What the task asks ▸
Working from the listing below, set down every line exactly.

Dataset ▸
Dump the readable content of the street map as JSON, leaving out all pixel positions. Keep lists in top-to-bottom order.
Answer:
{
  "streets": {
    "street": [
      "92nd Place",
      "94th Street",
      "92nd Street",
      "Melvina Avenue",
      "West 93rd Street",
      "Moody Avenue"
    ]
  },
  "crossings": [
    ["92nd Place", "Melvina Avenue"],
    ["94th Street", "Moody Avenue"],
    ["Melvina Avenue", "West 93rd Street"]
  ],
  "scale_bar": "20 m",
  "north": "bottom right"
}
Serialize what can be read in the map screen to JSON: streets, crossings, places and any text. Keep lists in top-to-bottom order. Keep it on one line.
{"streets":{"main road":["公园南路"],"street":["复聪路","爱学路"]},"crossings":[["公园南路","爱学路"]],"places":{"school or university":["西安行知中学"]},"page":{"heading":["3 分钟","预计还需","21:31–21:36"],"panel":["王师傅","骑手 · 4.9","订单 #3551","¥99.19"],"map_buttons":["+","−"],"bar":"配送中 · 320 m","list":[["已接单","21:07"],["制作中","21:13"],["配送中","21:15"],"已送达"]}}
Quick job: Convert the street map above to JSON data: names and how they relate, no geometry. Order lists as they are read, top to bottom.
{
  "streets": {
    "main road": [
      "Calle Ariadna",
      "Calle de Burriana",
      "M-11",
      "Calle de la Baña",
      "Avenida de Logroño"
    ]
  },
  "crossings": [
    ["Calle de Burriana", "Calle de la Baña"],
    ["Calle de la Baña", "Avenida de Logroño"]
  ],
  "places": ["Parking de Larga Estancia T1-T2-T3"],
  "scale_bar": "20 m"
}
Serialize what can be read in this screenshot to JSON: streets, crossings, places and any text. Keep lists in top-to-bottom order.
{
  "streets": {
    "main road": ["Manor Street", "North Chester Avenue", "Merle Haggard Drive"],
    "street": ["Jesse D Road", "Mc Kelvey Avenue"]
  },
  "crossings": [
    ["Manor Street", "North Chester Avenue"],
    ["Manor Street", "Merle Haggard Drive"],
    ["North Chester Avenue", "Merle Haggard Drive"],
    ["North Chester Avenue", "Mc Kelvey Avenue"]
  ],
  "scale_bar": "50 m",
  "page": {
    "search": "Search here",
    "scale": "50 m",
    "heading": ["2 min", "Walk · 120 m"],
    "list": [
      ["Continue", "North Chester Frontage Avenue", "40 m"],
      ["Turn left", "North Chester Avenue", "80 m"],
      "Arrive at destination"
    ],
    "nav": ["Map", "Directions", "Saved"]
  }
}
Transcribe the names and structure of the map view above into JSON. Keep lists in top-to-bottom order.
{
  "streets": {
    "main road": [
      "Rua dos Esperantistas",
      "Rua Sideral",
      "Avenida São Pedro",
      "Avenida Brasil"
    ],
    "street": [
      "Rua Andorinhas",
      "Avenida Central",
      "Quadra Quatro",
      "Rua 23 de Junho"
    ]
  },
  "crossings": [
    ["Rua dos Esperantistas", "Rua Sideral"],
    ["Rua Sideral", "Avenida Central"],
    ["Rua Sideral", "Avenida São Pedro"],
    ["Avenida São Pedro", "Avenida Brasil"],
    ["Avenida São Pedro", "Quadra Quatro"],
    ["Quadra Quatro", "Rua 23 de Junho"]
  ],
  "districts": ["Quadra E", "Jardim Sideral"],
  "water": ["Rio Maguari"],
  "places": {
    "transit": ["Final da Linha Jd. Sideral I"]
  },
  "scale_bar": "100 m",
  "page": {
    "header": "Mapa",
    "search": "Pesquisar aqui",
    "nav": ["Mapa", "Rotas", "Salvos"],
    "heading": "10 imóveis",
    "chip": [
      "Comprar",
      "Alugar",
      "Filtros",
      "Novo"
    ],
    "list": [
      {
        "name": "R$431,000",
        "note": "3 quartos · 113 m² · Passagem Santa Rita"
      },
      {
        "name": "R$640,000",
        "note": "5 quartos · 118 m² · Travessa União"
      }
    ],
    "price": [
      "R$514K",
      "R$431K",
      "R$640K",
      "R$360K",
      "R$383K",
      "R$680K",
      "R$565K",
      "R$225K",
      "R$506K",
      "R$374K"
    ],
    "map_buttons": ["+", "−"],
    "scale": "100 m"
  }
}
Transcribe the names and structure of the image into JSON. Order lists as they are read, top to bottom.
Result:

Result of this task ▸
Dump the readable content of the street map as JSON, leaving out all pixel positions. Keep lists in top-to-bottom order.
Answer:
{
  "streets": {
    "street": [
      "92nd Place",
      "94th Street",
      "92nd Street",
      "Melvina Avenue",
      "West 93rd Street",
      "Moody Avenue"
    ]
  },
  "crossings": [
    ["92nd Place", "Melvina Avenue"],
    ["94th Street", "Moody Avenue"],
    ["Melvina Avenue", "West 93rd Street"]
  ],
  "scale_bar": "20 m",
  "north": "bottom right"
}
Serialize what can be read in the map screen to JSON: streets, crossings, places and any text. Keep lists in top-to-bottom order. Keep it on one line.
{"streets":{"main road":["公园南路"],"street":["复聪路","爱学路"]},"crossings":[["公园南路","爱学路"]],"places":{"school or university":["西安行知中学"]},"page":{"heading":["3 分钟","预计还需","21:31–21:36"],"panel":["王师傅","骑手 · 4.9","订单 #3551","¥99.19"],"map_buttons":["+","−"],"bar":"配送中 · 320 m","list":[["已接单","21:07"],["制作中","21:13"],["配送中","21:15"],"已送达"]}}
Quick job: Convert the street map above to JSON data: names and how they relate, no geometry. Order lists as they are read, top to bottom.
{
  "streets": {
    "main road": [
      "Calle Ariadna",
      "Calle de Burriana",
      "M-11",
      "Calle de la Baña",
      "Avenida de Logroño"
    ]
  },
  "crossings": [
    ["Calle de Burriana", "Calle de la Baña"],
    ["Calle de la Baña", "Avenida de Logroño"]
  ],
  "places": ["Parking de Larga Estancia T1-T2-T3"],
  "scale_bar": "20 m"
}
Serialize what can be read in this screenshot to JSON: streets, crossings, places and any text. Keep lists in top-to-bottom order.
{
  "streets": {
    "main road": ["Manor Street", "North Chester Avenue", "Merle Haggard Drive"],
    "street": ["Jesse D Road", "Mc Kelvey Avenue"]
  },
  "crossings": [
    ["Manor Street", "North Chester Avenue"],
    ["Manor Street", "Merle Haggard Drive"],
    ["North Chester Avenue", "Merle Haggard Drive"],
    ["North Chester Avenue", "Mc Kelvey Avenue"]
  ],
  "scale_bar": "50 m",
  "page": {
    "search": "Search here",
    "scale": "50 m",
    "heading": ["2 min", "Walk · 120 m"],
    "list": [
      ["Continue", "North Chester Frontage Avenue", "40 m"],
      ["Turn left", "North Chester Avenue", "80 m"],
      "Arrive at destination"
    ],
    "nav": ["Map", "Directions", "Saved"]
  }
}
Transcribe the names and structure of the map view above into JSON. Keep lists in top-to-bottom order.
{
  "streets": {
    "main road": [
      "Rua dos Esperantistas",
      "Rua Sideral",
      "Avenida São Pedro",
      "Avenida Brasil"
    ],
    "street": [
      "Rua Andorinhas",
      "Avenida Central",
      "Quadra Quatro",
      "Rua 23 de Junho"
    ]
  },
  "crossings": [
    ["Rua dos Esperantistas", "Rua Sideral"],
    ["Rua Sideral", "Avenida Central"],
    ["Rua Sideral", "Avenida São Pedro"],
    ["Avenida São Pedro", "Avenida Brasil"],
    ["Avenida São Pedro", "Quadra Quatro"],
    ["Quadra Quatro", "Rua 23 de Junho"]
  ],
  "districts": ["Quadra E", "Jardim Sideral"],
  "water": ["Rio Maguari"],
  "places": {
    "transit": ["Final da Linha Jd. Sideral I"]
  },
  "scale_bar": "100 m",
  "page": {
    "header": "Mapa",
    "search": "Pesquisar aqui",
    "nav": ["Mapa", "Rotas", "Salvos"],
    "heading": "10 imóveis",
    "chip": [
      "Comprar",
      "Alugar",
      "Filtros",
      "Novo"
    ],
    "list": [
      {
        "name": "R$431,000",
        "note": "3 quartos · 113 m² · Passagem Santa Rita"
      },
      {
        "name": "R$640,000",
        "note": "5 quartos · 118 m² · Travessa União"
      }
    ],
    "price": [
      "R$514K",
      "R$431K",
      "R$640K",
      "R$360K",
      "R$383K",
      "R$680K",
      "R$565K",
      "R$225K",
      "R$506K",
      "R$374K"
    ],
    "map_buttons": ["+", "−"],
    "scale": "100 m"
  }
}
Transcribe the names and structure of the image into JSON. Order lists as they are read, top to bottom.
Result:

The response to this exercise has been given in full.